Jackie-Jiang commented on code in PR #18400:
URL: https://github.com/apache/pinot/pull/18400#discussion_r3175845451
##########
pinot-spi/src/main/java/org/apache/pinot/spi/data/readers/BaseRecordExtractor.java:
##########
@@ -77,14 +68,6 @@ public void init(@Nullable Set<String> fields, @Nullable
RecordExtractorConfig c
protected void initConfig(@Nullable RecordExtractorConfig config) {
}
Review Comment:
Acknowledged as a deliberate API change. `BaseRecordExtractor` is part of
`pinot-spi`'s extractor API which has historically been treated as Evolving —
`shouldExtract` was a thin convenience over `_extractAll ||
_fields.contains(name)` and had zero in-tree callers. Any third-party subclass
that called it can switch to the inline check trivially. Trading the small
breakage now for a cleaner API that doesn't pretend `_extractAll` and per-field
include-list are interchangeable.
##########
pinot-spi/src/main/java/org/apache/pinot/spi/utils/JsonUtils.java:
##########
@@ -157,11 +188,6 @@ public static JsonNode stringToJsonNode(String jsonString)

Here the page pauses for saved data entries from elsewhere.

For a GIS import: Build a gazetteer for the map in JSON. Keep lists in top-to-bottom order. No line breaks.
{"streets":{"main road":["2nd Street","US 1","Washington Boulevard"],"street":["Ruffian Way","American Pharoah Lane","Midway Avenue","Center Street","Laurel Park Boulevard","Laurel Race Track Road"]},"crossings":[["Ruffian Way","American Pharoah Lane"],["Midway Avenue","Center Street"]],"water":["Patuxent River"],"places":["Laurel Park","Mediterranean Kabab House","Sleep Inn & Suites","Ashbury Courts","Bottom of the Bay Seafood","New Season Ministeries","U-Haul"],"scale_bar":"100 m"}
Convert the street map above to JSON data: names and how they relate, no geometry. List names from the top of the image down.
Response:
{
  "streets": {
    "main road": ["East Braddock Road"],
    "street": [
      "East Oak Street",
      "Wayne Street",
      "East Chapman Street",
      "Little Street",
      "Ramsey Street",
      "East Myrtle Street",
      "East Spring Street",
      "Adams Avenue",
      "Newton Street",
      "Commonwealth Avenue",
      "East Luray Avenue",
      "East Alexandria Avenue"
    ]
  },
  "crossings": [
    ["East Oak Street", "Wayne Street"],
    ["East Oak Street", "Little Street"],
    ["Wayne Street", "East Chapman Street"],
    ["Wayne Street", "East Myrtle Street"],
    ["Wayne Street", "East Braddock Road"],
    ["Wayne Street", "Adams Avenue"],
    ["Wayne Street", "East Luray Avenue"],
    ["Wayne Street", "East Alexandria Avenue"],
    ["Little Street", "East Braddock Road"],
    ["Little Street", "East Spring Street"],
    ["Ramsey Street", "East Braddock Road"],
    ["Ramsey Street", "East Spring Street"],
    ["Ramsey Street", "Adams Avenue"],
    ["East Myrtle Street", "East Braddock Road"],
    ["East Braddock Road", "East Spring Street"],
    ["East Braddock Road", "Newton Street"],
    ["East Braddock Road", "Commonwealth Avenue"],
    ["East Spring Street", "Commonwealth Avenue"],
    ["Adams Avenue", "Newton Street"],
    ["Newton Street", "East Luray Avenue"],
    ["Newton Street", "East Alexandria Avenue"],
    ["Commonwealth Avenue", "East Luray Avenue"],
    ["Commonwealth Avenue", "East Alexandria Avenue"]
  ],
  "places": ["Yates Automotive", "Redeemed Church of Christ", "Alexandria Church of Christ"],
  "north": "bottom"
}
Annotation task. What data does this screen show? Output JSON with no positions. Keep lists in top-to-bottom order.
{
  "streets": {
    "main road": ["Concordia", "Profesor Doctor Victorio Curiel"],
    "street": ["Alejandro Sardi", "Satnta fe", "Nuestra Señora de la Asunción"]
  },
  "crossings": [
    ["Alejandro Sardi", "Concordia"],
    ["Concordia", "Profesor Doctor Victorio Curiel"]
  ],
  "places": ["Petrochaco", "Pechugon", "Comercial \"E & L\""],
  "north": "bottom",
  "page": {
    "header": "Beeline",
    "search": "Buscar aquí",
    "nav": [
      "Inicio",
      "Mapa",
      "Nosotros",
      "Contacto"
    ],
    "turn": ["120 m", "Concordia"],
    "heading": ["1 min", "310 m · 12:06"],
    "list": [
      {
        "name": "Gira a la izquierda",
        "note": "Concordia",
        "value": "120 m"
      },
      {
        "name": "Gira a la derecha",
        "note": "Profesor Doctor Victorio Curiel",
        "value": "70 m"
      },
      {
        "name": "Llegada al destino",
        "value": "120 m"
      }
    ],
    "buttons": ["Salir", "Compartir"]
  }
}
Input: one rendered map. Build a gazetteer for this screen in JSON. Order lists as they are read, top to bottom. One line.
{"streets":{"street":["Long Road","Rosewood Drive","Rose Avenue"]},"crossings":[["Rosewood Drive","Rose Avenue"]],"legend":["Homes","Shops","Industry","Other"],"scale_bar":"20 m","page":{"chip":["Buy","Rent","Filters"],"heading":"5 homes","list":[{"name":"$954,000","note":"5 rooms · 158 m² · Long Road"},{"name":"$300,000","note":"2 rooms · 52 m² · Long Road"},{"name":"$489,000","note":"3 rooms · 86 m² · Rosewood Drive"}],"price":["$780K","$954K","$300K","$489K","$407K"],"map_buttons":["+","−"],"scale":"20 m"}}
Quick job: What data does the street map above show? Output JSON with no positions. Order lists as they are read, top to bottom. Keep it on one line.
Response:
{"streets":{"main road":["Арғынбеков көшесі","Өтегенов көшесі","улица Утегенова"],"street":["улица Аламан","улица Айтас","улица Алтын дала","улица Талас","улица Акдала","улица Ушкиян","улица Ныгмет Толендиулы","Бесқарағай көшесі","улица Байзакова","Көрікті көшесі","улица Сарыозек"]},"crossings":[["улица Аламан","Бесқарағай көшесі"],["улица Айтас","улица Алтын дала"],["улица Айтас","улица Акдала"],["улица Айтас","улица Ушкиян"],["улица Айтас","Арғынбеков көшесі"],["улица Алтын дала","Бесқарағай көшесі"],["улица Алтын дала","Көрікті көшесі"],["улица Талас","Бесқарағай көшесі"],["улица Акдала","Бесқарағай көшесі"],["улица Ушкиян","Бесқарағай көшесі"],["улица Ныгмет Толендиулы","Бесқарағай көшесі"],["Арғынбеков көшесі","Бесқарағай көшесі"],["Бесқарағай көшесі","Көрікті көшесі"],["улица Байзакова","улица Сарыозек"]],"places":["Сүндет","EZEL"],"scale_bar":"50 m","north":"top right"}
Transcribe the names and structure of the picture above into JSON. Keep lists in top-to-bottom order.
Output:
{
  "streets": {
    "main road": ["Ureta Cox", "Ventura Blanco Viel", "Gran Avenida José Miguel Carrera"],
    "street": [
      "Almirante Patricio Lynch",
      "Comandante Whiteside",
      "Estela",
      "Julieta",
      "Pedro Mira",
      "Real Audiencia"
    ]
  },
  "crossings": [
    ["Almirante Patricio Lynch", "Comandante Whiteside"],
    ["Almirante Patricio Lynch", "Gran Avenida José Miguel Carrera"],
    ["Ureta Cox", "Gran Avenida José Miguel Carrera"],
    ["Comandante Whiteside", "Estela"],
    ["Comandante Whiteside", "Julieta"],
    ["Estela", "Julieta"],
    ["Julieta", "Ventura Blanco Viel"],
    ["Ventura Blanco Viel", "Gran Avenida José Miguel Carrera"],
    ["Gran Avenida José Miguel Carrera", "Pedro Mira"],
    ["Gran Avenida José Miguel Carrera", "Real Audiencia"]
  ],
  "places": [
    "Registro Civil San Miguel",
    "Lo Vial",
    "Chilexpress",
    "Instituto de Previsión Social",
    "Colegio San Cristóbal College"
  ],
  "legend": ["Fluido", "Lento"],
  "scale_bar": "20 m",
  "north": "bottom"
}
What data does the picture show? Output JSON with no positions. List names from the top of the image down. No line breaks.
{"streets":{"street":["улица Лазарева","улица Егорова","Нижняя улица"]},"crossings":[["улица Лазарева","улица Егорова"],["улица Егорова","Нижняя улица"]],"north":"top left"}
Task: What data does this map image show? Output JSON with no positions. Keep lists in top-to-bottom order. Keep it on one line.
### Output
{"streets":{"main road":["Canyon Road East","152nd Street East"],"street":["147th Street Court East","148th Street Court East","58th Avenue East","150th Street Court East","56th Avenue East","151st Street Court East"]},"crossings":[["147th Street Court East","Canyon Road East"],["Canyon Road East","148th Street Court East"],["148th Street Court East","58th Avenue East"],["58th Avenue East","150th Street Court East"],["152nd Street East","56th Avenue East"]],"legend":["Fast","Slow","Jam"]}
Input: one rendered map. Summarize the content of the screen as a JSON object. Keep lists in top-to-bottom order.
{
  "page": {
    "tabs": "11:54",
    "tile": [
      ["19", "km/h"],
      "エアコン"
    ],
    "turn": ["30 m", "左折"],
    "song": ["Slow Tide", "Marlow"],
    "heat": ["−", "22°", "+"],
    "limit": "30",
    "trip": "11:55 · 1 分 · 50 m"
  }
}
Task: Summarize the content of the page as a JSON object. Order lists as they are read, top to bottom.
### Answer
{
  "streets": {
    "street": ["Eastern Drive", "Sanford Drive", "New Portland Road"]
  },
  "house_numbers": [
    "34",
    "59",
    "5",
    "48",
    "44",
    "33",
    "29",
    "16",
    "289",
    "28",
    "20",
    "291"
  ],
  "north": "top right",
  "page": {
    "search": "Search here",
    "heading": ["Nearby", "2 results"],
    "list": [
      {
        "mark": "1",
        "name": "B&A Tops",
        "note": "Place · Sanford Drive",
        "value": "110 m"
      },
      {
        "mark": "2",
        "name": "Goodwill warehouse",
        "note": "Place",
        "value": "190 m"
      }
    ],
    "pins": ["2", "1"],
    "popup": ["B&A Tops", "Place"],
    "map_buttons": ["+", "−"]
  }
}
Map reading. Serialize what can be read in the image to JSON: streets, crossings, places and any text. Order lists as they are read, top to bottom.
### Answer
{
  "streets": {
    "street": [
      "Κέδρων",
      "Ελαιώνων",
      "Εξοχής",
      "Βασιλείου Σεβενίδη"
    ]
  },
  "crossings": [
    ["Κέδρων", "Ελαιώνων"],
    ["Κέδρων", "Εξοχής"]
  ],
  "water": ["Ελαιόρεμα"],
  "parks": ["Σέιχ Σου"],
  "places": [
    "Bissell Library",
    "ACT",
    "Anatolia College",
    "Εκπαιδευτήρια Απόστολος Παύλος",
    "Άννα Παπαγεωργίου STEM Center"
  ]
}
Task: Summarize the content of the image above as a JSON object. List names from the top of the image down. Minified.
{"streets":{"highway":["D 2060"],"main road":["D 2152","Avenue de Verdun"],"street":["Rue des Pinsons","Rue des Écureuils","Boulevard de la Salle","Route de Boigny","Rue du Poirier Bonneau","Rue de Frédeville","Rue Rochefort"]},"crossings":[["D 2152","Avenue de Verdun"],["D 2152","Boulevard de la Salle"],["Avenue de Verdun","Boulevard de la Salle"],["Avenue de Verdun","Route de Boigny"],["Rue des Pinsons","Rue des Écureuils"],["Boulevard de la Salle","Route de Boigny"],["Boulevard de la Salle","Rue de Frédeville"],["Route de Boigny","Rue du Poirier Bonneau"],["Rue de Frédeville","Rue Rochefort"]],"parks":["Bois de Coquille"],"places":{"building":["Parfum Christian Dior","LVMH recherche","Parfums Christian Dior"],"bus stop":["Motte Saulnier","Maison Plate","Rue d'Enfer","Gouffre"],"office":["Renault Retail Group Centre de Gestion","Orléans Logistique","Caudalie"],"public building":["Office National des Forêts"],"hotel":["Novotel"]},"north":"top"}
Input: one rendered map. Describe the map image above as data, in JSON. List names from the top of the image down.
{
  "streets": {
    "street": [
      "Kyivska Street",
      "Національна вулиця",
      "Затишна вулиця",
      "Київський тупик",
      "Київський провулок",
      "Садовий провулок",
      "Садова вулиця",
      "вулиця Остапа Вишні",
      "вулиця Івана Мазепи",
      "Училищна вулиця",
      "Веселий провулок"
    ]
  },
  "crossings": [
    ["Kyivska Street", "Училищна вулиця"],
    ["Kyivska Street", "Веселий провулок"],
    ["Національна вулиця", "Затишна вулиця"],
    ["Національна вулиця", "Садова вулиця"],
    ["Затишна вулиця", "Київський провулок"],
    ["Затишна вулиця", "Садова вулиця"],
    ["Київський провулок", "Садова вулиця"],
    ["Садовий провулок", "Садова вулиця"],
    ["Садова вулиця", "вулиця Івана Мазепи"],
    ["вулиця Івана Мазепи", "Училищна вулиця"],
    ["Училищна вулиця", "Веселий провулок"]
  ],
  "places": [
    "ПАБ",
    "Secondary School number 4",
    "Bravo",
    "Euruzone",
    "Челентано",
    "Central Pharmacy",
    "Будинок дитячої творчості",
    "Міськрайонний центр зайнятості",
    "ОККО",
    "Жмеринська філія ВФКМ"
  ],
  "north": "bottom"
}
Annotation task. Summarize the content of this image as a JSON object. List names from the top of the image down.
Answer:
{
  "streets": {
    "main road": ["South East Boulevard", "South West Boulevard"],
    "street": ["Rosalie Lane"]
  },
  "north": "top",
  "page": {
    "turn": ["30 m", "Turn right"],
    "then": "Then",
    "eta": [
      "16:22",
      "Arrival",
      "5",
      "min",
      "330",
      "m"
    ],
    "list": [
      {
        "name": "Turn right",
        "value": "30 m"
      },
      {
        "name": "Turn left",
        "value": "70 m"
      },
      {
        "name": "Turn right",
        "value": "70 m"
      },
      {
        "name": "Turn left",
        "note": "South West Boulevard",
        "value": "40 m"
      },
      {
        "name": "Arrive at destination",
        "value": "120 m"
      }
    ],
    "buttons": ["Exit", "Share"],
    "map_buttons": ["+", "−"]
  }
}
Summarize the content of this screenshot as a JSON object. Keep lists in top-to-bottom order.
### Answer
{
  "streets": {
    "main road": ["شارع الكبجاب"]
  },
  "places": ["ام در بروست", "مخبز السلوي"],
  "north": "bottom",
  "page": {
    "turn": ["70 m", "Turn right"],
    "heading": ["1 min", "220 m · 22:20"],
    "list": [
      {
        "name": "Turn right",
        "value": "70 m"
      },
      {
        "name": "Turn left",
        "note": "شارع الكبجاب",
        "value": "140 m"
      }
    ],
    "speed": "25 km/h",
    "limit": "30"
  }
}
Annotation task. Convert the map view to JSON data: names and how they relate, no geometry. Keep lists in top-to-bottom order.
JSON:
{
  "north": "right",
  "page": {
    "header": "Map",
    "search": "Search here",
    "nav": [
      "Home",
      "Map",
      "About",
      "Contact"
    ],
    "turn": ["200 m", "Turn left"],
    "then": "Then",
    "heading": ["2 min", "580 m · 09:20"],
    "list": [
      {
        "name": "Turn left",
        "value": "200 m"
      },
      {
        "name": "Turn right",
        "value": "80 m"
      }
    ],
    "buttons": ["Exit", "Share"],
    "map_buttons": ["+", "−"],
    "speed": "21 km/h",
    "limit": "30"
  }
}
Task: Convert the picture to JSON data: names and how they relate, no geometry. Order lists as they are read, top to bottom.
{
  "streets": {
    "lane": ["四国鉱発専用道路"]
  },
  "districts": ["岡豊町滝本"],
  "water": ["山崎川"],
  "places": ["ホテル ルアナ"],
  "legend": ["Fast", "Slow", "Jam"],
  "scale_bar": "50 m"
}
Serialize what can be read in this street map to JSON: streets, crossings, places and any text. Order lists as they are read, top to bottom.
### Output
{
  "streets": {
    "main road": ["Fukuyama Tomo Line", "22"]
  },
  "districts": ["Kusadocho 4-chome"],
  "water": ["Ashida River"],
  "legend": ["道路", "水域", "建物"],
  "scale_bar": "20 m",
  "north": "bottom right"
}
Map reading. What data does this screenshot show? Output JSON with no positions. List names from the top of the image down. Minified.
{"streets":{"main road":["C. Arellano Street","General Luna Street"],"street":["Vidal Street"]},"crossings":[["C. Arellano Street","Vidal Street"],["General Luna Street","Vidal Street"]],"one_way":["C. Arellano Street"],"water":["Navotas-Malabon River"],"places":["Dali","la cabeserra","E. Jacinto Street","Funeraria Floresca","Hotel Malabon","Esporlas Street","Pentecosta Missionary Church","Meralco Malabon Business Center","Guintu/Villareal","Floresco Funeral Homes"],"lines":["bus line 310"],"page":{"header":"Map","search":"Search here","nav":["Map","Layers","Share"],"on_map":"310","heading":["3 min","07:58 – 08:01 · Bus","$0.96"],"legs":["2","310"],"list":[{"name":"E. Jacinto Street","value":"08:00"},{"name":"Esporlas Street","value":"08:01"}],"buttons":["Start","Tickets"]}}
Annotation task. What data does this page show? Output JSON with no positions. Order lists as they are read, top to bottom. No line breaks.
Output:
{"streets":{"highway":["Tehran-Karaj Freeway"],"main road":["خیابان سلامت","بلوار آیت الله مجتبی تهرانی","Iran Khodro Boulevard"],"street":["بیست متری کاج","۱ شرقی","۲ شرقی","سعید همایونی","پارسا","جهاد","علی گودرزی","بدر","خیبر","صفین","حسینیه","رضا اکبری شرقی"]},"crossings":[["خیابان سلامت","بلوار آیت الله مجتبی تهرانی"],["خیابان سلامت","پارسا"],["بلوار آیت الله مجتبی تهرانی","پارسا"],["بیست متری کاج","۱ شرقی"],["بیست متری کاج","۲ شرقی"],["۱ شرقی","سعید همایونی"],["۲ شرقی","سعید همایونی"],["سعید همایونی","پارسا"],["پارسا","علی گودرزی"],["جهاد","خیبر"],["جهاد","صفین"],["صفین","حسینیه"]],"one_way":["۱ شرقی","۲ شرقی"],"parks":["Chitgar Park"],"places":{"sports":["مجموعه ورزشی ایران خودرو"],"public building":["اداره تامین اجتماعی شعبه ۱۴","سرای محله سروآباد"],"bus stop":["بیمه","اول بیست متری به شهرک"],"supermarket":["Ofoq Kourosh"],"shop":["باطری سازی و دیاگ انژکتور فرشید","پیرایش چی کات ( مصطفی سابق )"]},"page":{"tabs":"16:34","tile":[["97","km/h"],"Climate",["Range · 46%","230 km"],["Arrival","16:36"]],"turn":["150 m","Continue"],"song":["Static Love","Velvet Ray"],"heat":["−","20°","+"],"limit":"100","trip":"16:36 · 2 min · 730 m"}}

return DEFAULT_READER.readTree(jsonString);
}
Review Comment:
Acknowledged. The pre-existing signature `Map<String, String>` was lying
about the runtime type — internally it deserialized via `MAP_TYPE_REFERENCE`
(`Map<String, Object>`), so any external caller using it as `Map<String,
String>` would CCE on the first non-string value. Removing the broken method is
a forcing function for callers who only got away with it because their data
happened to be all-strings; they should migrate to the honest `jsonNodeToMap`
(which is exactly the same code with the correct type). Net: shorter migration
path than letting a buggy signature linger.
##########
pinot-spi/src/main/java/org/apache/pinot/spi/data/readers/BaseRecordExtractor.java:
##########
@@ -211,22 +194,18 @@ protected Map<Object, Object> convertRecord(Object value)
{
getClass().getSimpleName() + " does not support nested records;
override convertRecord() to enable.");
}
- /// Converts a single value per the [RecordExtractor] contract:
+ /// Universal normalizations for types that any format extractor might
produce:
/// - `Byte` / `Short` widen to `Integer` so all small ints unify behind a
single Pinot type
/// - [BigInteger] widens to [BigDecimal] (Pinot has no `BigInteger` data
type; downstream transforms handle
/// `BigDecimal` natively)
/// - other `Number` (`Integer` / `Long` / `Float` / `Double` /
`BigDecimal`) passes through
/// - `Boolean` passes through
/// - `byte[]` passes through
- /// - [Timestamp] passes through
/// - `ByteBuffer` materializes to `byte[]` (sliced so the source buffer's
position is not advanced)
///
- /// [Temporal] family (`java.time`):
- /// - [LocalDate] / [LocalTime] pass through (TZ-independent date /
time-of-day)
- /// - [Instant] / [OffsetDateTime] / [ZonedDateTime] bridge to [Timestamp]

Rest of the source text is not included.